Americans have mixed feelings about monarchs and monarchies. We revolted against one, yet, in our periodic yearnings for the trappings of the occasional “imperial presidency” we sometimes wish we had a king. We embrace, unknowingly perhaps, the medieval concept of “the king’s two bodies,” often equating the health and stability of the man (almost always men in Shakespeare) who rules, with the “body politic” of the country itself, whether it is the Life magazine-style glamour of Kennedy’s “Camelot” or the Twitter-fed tribalism of Trump’s “American carnage.”

Americans, speaking again very broadly, tend to view Shakespeare’s histories through the first of these two bodies. We look to the plays for a study of the man, not the monarchy: Hal’s growing up, Hamlet’s angst, Richard III’s seductive villainy, Lear’s madness, etc. Then we pause and look kindly, if not condescendingly, on the political bits, cutting them where we can (“maybe the Brits get this stuff, I don’t”) or trying to make them relevant (setting the Henriads in the American Civil War, for example).

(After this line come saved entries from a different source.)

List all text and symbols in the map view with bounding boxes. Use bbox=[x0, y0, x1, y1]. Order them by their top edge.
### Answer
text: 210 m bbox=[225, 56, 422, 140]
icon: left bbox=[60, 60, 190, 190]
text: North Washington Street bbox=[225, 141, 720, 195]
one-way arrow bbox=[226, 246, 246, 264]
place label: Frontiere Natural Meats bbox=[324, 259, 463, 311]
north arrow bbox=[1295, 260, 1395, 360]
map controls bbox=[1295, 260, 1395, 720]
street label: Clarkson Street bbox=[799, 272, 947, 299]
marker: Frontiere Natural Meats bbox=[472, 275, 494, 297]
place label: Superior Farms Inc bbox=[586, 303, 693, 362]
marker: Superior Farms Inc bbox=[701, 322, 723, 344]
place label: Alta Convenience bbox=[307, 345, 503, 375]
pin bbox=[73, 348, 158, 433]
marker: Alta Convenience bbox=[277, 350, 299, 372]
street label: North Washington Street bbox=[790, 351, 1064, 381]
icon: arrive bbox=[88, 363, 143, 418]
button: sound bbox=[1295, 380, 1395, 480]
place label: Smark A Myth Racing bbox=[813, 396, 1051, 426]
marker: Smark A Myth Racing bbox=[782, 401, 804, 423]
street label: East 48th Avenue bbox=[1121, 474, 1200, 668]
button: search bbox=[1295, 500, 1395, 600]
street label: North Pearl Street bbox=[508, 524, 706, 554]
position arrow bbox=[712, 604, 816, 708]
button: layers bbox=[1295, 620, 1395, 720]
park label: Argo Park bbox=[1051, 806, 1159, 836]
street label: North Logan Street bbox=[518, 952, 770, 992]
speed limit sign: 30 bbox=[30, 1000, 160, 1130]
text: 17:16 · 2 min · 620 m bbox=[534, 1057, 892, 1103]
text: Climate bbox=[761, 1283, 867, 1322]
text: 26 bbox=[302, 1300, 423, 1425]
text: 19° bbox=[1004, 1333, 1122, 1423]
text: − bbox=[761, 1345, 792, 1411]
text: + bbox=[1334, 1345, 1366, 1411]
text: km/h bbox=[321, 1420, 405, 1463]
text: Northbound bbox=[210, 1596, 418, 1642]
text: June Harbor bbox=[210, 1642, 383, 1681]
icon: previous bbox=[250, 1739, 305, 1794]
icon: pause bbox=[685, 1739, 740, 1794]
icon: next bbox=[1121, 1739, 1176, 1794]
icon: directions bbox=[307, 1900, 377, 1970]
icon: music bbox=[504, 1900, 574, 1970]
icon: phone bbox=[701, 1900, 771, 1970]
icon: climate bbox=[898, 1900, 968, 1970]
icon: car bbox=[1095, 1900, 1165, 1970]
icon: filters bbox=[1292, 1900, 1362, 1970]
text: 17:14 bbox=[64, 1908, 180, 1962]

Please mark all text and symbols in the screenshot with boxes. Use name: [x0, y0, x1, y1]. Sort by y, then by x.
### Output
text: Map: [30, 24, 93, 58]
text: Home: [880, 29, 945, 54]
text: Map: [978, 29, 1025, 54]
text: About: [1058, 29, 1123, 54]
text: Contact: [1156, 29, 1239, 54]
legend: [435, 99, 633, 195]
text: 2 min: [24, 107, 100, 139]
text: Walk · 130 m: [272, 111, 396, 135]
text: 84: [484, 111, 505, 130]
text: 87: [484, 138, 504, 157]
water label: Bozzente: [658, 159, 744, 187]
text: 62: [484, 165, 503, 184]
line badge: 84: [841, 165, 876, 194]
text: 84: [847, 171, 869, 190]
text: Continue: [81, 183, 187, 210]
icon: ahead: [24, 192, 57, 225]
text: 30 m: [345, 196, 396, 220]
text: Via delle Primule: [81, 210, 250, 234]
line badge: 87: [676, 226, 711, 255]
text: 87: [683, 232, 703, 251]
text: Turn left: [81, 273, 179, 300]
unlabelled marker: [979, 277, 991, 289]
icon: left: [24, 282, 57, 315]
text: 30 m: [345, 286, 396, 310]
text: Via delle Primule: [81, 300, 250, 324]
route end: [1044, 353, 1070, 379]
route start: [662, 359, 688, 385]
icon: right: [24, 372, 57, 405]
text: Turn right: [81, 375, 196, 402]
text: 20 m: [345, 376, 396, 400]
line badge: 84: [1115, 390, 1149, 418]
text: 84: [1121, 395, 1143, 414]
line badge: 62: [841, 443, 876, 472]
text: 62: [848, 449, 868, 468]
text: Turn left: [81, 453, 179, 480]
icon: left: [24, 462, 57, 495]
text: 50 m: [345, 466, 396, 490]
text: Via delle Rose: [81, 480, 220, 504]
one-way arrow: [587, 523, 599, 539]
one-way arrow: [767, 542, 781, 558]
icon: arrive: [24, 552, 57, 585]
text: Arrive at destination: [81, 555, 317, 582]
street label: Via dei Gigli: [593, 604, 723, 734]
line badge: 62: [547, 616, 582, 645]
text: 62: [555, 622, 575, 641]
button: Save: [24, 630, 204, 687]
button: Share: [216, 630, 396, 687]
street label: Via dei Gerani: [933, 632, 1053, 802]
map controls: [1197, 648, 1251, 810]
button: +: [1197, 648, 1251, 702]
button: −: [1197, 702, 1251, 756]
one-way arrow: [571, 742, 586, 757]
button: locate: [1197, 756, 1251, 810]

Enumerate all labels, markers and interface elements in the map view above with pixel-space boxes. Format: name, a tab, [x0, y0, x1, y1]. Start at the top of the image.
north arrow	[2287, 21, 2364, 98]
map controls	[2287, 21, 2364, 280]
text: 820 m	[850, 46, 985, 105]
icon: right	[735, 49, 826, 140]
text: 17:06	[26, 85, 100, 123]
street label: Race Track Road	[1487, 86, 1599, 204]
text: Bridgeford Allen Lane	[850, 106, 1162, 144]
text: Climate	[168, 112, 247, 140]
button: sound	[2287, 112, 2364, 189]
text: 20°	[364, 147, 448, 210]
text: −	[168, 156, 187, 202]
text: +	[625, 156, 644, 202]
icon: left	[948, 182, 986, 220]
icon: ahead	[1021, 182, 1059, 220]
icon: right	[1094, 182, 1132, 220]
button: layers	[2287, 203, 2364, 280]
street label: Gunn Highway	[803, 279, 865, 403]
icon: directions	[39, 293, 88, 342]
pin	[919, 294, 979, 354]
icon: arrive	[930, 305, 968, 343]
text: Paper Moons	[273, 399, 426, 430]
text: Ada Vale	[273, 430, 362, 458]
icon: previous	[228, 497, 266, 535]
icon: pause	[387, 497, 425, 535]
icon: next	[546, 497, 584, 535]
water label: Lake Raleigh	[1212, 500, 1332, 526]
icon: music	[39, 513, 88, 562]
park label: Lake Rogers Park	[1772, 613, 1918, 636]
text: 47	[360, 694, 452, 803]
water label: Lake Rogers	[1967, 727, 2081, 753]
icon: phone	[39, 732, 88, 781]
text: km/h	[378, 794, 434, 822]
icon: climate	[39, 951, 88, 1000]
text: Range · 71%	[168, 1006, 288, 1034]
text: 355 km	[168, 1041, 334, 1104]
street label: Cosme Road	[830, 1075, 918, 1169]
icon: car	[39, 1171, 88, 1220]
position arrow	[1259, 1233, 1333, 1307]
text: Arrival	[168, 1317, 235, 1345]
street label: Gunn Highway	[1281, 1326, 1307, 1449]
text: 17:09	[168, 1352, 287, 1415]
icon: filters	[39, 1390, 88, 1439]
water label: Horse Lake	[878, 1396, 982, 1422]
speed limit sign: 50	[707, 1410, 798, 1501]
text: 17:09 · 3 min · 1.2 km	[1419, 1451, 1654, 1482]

All of which tends to imbue the plays with an over-coating of rugged American individualism that I am not sure Shakespeare had in mind (as if one could ever know).

One of the ways recent productions have tried to counter this, as several of our contributors point out, is to have women play the kings (not that women can’t be rugged individualists, let me hasten to add). It seems...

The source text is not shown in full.